Le difficoltà economiche hanno avuto ripercussioni sul piano sociale. Nel 2017 il Paese è stato interessato da proteste derivanti soprattutto dal malcontento per la diffusa disoccupazione giovanile. Il Sultanato non riesce ad assorbire in maniera efficiente la forza lavoro, spesso altamente qualificata, di cui dispone proprio a causa della lentezza nell’implementazione dei piani di differenziazione economica, sebbene il prestigio e l’autorità del sultano Qaboos non siano mai stati messi in discussione. Proprio la figura del sovrano crea ulteriori incognite per il futuro del Paese. Dal 2015, quando fu ricoverato in Germania per una malattia mai precisata, il sultano conduce una vita molto ritirata, anche se tutte le principali decisioni politiche devono sempre ricevere la sua approvazione finale. Qaboos non ha figli e, secondo le leggi del Paese, sarà la famiglia reale ad accordarsi sul nome del successore quando il trono sarà vacante, tenendo conto di uno o più nomi che Qaboos può lasciare in buste sigillate. Il rischio è che l’Oman possa entrare in una fase di profonda instabilità politica e di lotte di potere capaci di annullare i notevoli progressi economici compiuti dal Paese nell’ultimo mezzo secolo. Tra l’altro il Sultanato non è estraneo a colpi di Stato per impadronirsi del potere, come anche l’attuale sovrano fece nel 1970 con il padre, che aveva creato un regime oppressivo e destinato quasi tutti i proventi della vendita del petrolio alle spese militari.

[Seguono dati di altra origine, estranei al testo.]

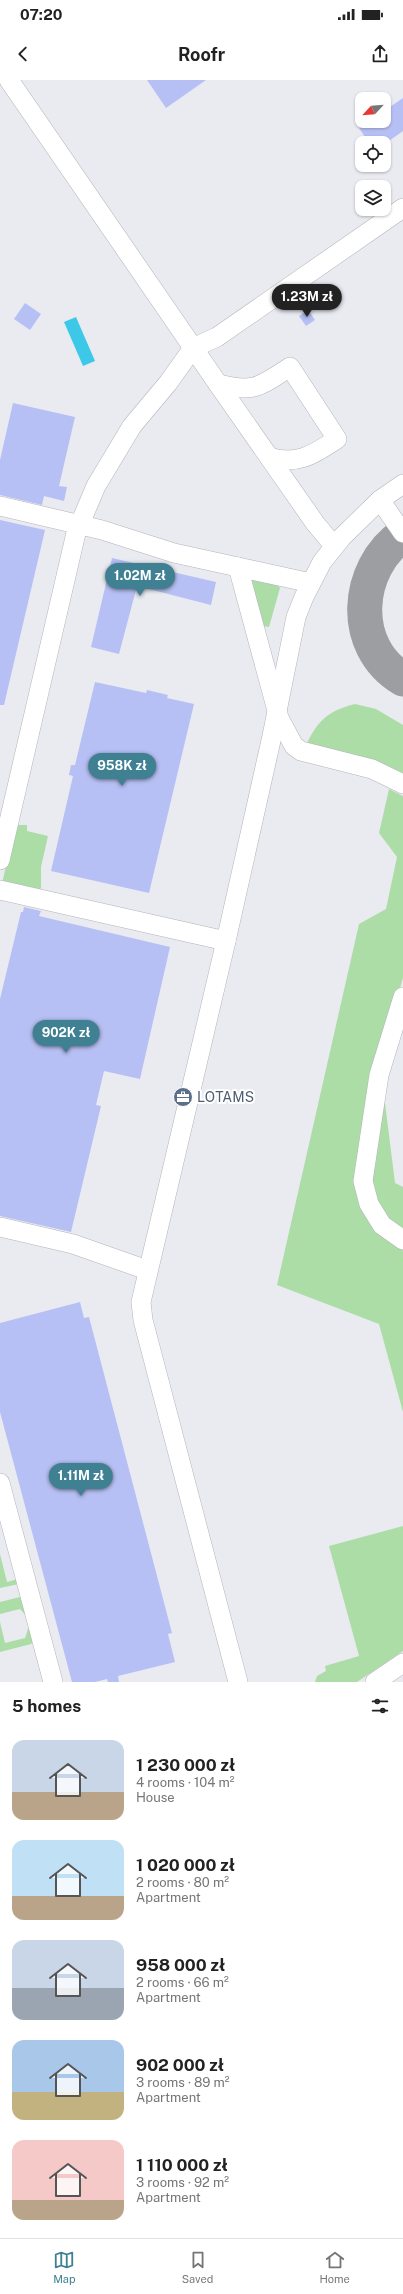 <!DOCTYPE html>
<meta charset="utf-8">
<style>
body{margin:0;font-family:"Public Sans",sans-serif;background:#f2f2f2;color:#222;height:100vh;display:flex;flex-direction:column;font-size:15px;white-space:nowrap}
*{box-sizing:border-box;margin:0}
p{font-size:13px;color:#767676}
.icon{flex:none;width:22px;height:22px;fill:none;stroke:currentColor;stroke-width:2;stroke-linecap:round;stroke-linejoin:round}
.map{position:relative;height:1602px;overflow:hidden}
.sheet{display:flex;flex-direction:column;background:#fff;flex:1}
.sheet>*{flex:none}
.needle{width:26px;rotate:244deg}
.controls{position:absolute;left:355px;top:12px;display:grid;gap:8px}
.controls a{display:grid;place-items:center;width:36px;height:36px;border-radius:8px;background:#fff;box-shadow:0 1px 3px #0004;font-size:20px}
.price{position:absolute;translate:-50% -34px;padding:0 9px;border-radius:14px;background:#3f8193;color:#fff;font-size:13px;line-height:26px;filter:drop-shadow(0 1px 2px #0008)}
.price::after{content:'';position:absolute;left:50%;top:24px;width:12px;height:9px;margin-left:-6px;background:inherit;clip-path:polygon(0 0,100% 0,50% 100%)}
.price.selected{background:#222;color:#fff}
ul{padding:0;list-style:none}
li{display:flex;align-items:center;gap:12px;height:100px;padding:0 12px}
li span{display:grid;place-items:center;flex:none;width:112px;height:80px;border-radius:12px;color:#555}
li>.icon{margin-inline-start:auto}
span .icon{width:48px;height:48px;fill:#fffc;stroke-width:1}
li b{font-size:17px}
h2{display:flex;justify-content:space-between;align-items:center;height:48px;padding:0 12px;font-size:17px}
.status{display:flex;justify-content:space-between;align-items:center;height:28px;padding:0 20px;background:#fff;direction:ltr}
.status svg{height:11px;fill:currentColor}
header{display:flex;justify-content:space-between;align-items:center;height:52px;padding:0 12px;background:#fff;font-size:18px;font-weight:700}
.tab-bar{display:flex;justify-content:space-around;align-items:center;height:56px;border-top:1px solid #e0e0e0;background:#fff;font-size:11px;color:#767676}
.tab-bar a{display:grid;justify-items:center;gap:2px}
.tab-bar .selected{color:#3f8193}
.map>svg:first-child{display:block}
.green{fill:#acdda6}
.water{fill:#3ec8e7}
.lines{fill:none;stroke-linecap:round;stroke-linejoin:round}
.taxiway{stroke:#9c9ea2;stroke-width:35}
.building{fill:#b7c0f4}
.minor-casing{stroke:#b3b4ba;stroke-width:20}
.minor{stroke:#fff;stroke-width:19}
.labels{text-anchor:middle;stroke-width:4;stroke-linejoin:round;paint-order:stroke}
.service-label{font-size:14px;fill:#4e5e75;stroke:#fff;text-anchor:start}
</style>
<div class="status"><b>07:20</b><svg viewBox="0 0 49 12"><path d="M0 12V9h3v3zM5 12V6h3v6zM10 12V3h3v9zM15 12V0h3v12zM26 1h20v11H26zM47 4h2v5h-2z"/></svg></div>
<header><svg class="icon" aria-label="back" viewBox="0 0 24 24"><path d="M15 5l-7 7 7 7"/></svg>Roofr<svg class="icon" aria-label="share" viewBox="0 0 24 24"><path d="M12 15V3M7 8l5-5 5 5M5 13v7h14v-7"/></svg></header>
<div class="map">
<svg width="403" height="1602" viewBox="0 0 403 1602">
<rect width="100%" height="100%" fill="#e9ebf1"/>
<g class="green">
<polygon points="249,496 278,505 280,508 269,547 263,546"/>
<path d="M355,624L376,629L403,645V697L306,665C318,640 328,631 355,624Z"/>
<polygon points="389,709 403,716 403,898 380,976 354,1095 358,1119 398,1168 403,1170 403,1332 379,1244 277,1205 359,844 386,829 397,777 379,753"/>
<polygon points="15,745 27,745 27,751 48,756 41,787 41,808 39,811 2,804"/>
<path d="M382,999L395,1103L403,1107V1152C385,1138 376,1121 371,1099Z"/>
<polygon points="403,1446 403,1571 357,1602 315,1602 317,1596 326,1591 325,1586 359,1576 329,1466"/>
<polygon points="0,1474 7,1502 18,1499 19,1504 0,1508"/>
<polygon points="24,1516 27,1537 20,1529 0,1534 0,1522"/>
<polygon points="0,1542 5,1563 25,1558 28,1549 31,1547 34,1561 31,1564 0,1572"/>
</g>
<polygon class="water" points="76,237 95,281 83,286 64,242"/>
<g class="lines">
<path class="taxiway" d="M403,455C355,488 349,567 403,599"/>
</g>
<g class="building">
<polygon points="147,0 206,0 166,28"/>
<polygon points="403,18 403,51 386,63 369,63 359,48 369,41 384,41 384,31"/>
<polygon points="25,223 41,234 30,250 14,239"/>
<polygon points="308,230 315,240 306,246 299,236"/>
<polygon points="13,323 75,337 59,406 67,407 64,421 44,416 42,425 0,415 0,380"/>
<polygon points="0,440 45,450 4,625 0,625"/>
<polygon points="112,478 216,502 211,525 137,506 119,574 91,567"/>
<polygon points="95,602 146,613 147,610 168,615 167,618 194,624 149,813 51,791 73,696 69,695 71,685 75,685"/>
<polygon points="24,827 41,831 39,836 170,867 140,999 104,991 96,1025 101,1026 71,1152 0,1136 0,919 21,832 23,832"/>
<polygon points="80,1222 84,1238 89,1237 172,1553 168,1554 175,1582 118,1596 119,1602 108,1602 107,1599 95,1602 72,1602 0,1332 0,1243"/>
</g>
<g class="lines">
<g class="minor-casing">
<g id="minor">
<polyline points="9,0 218,304 315,443 334,466"/>
<path d="M218,304C254,313 259,307 290,287L337,359C314,374 298,386 269,377"/>
<polyline points="380,420 403,453"/>
<polyline points="0,426 102,450 174,473 311,503"/>
<polyline points="238,487 279,638 294,666 301,671 372,689 403,704"/>
<polyline points="0,780 76,453 96,406 132,346 168,303 193,268 217,257 403,128"/>
<polyline points="0,810 226,861"/>
<polyline points="403,917 379,995 363,1101 369,1124 382,1145 403,1160"/>
<polyline points="0,1147 73,1164 147,1190"/>
<polyline points="0,1403 53,1602"/>
<polyline points="238,1602 143,1240 141,1222 226,861 272,656 296,537 304,517 322,482 342,457 380,420 403,404"/>
<polyline points="375,1602 403,1583"/>
</g>
</g>
<use href="#minor" class="minor"/>
</g>
<defs>
<g id="office-disc" transform="scale(1)"><circle r="9.5" fill="#5c6f8a" stroke="#fff"/><path d="M-6-3h4V-5.5h4V-3h4V5H-6ZM-1-4.5V-3h2v-1.5ZM-6 0V1H6V0Z" fill="#fff"/></g>
</defs>
<g fill-rule="evenodd">
<use href="#office-disc" x="183" y="1017"/>
</g>
<g class="labels">
<g class="service-label">
<text x="197" y="1022">LOTAMS</text>
</g>
</g>
</svg>
<div class="controls">
<a><svg class="needle" viewBox="-14 -14 28 28"><path d="M0-13l5 13h-10z" fill="#e53935"/><path d="M0 13l5-13h-10z" fill="#767676"/></svg></a>
<a><svg class="icon" aria-label="locate" viewBox="0 0 24 24"><circle cx="12" cy="12" r="6"/><path d="M12 2v4M12 18v4M2 12h4M18 12h4"/></svg></a>
<a><svg class="icon" aria-label="layers" viewBox="0 0 24 24"><path d="M12 4l9 5-9 5-9-5zM3 14l9 5 9-5"/></svg></a>
</div>
<b class="price selected" style="left:307px;top:238px">1.23M zł</b>
<b class="price" style="left:140px;top:517px">1.02M zł</b>
<b class="price" style="left:122px;top:707px">958K zł</b>
<b class="price" style="left:66px;top:974px">902K zł</b>
<b class="price" style="left:81px;top:1417px">1.11M zł</b>
</div>
<section class="sheet">
<h2>5 homes<svg class="icon" aria-label="filters" viewBox="0 0 24 24"><path d="M4 7h16M4 17h16"/><circle cx="9" cy="7" r="2"/><circle cx="15" cy="17" r="2"/></svg></h2>
<ul>
<li><span style="background:linear-gradient(#c9d6e8 65%,#b9a48a 0)"><svg class="icon" aria-label="home" viewBox="0 0 24 24"><path d="M3 11l9-7 9 7M6 9v11h12V9"/></svg></span><div><b>1 230 000 zł</b><p>4 rooms · 104 m²</p><p>House</p></div></li>
<li><span style="background:linear-gradient(#bfe0f5 70%,#b9a48a 0)"><svg class="icon" aria-label="home" viewBox="0 0 24 24"><path d="M3 11l9-7 9 7M6 9v11h12V9"/></svg></span><div><b>1 020 000 zł</b><p>2 rooms · 80 m²</p><p>Apartment</p></div></li>
<li><span style="background:linear-gradient(#c9d6e8 60%,#9aa5b1 0)"><svg class="icon" aria-label="home" viewBox="0 0 24 24"><path d="M3 11l9-7 9 7M6 9v11h12V9"/></svg></span><div><b>958 000 zł</b><p>2 rooms · 66 m²</p><p>Apartment</p></div></li>
<li><span style="background:linear-gradient(#a9c7e8 65%,#c2b280 0)"><svg class="icon" aria-label="home" viewBox="0 0 24 24"><path d="M3 11l9-7 9 7M6 9v11h12V9"/></svg></span><div><b>902 000 zł</b><p>3 rooms · 89 m²</p><p>Apartment</p></div></li>
<li><span style="background:linear-gradient(#f6c9c9 75%,#b9a48a 0)"><svg class="icon" aria-label="home" viewBox="0 0 24 24"><path d="M3 11l9-7 9 7M6 9v11h12V9"/></svg></span><div><b>1 110 000 zł</b><p>3 rooms · 92 m²</p><p>Apartment</p></div></li>
</ul>
</section>
<nav class="tab-bar">
<a class="selected"><svg class="icon" aria-label="map" viewBox="0 0 24 24"><path d="M3 6l6-2 6 2 6-2v14l-6 2-6-2-6 2zM9 4v14M15 6v14"/></svg>Map</a>
<a><svg class="icon" aria-label="saved" viewBox="0 0 24 24"><path d="M7 4h10v16l-5-4-5 4z"/></svg>Saved</a>
<a><svg class="icon" aria-label="home" viewBox="0 0 24 24"><path d="M3 11l9-7 9 7M6 9v11h12V9"/></svg>Home</a>
</nav>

L’Oman, dunque, nei prossimi anni dovrà affrontare sfide rilevanti sia sul piano economico che dal punto di vista politico. Lo sviluppo di settori diversi da quello energetico richiede un quadro politico al riparo da improvvisi vuoti di potere nei quali potrebbe incunearsi l’azione delle potenze vicine nel tentativo di attirare il sultanato nei rispettivi sistemi di alleanze. Il rischio è di vanificare gli sforzi di modernizzazione del Paese voluti dall’attuale sovrano che, in quasi mezzo secolo di regno, ha trasformato il Sultanato da realtà arretrata e marginale in attore rilevante nello scacchiere delicato del Golfo.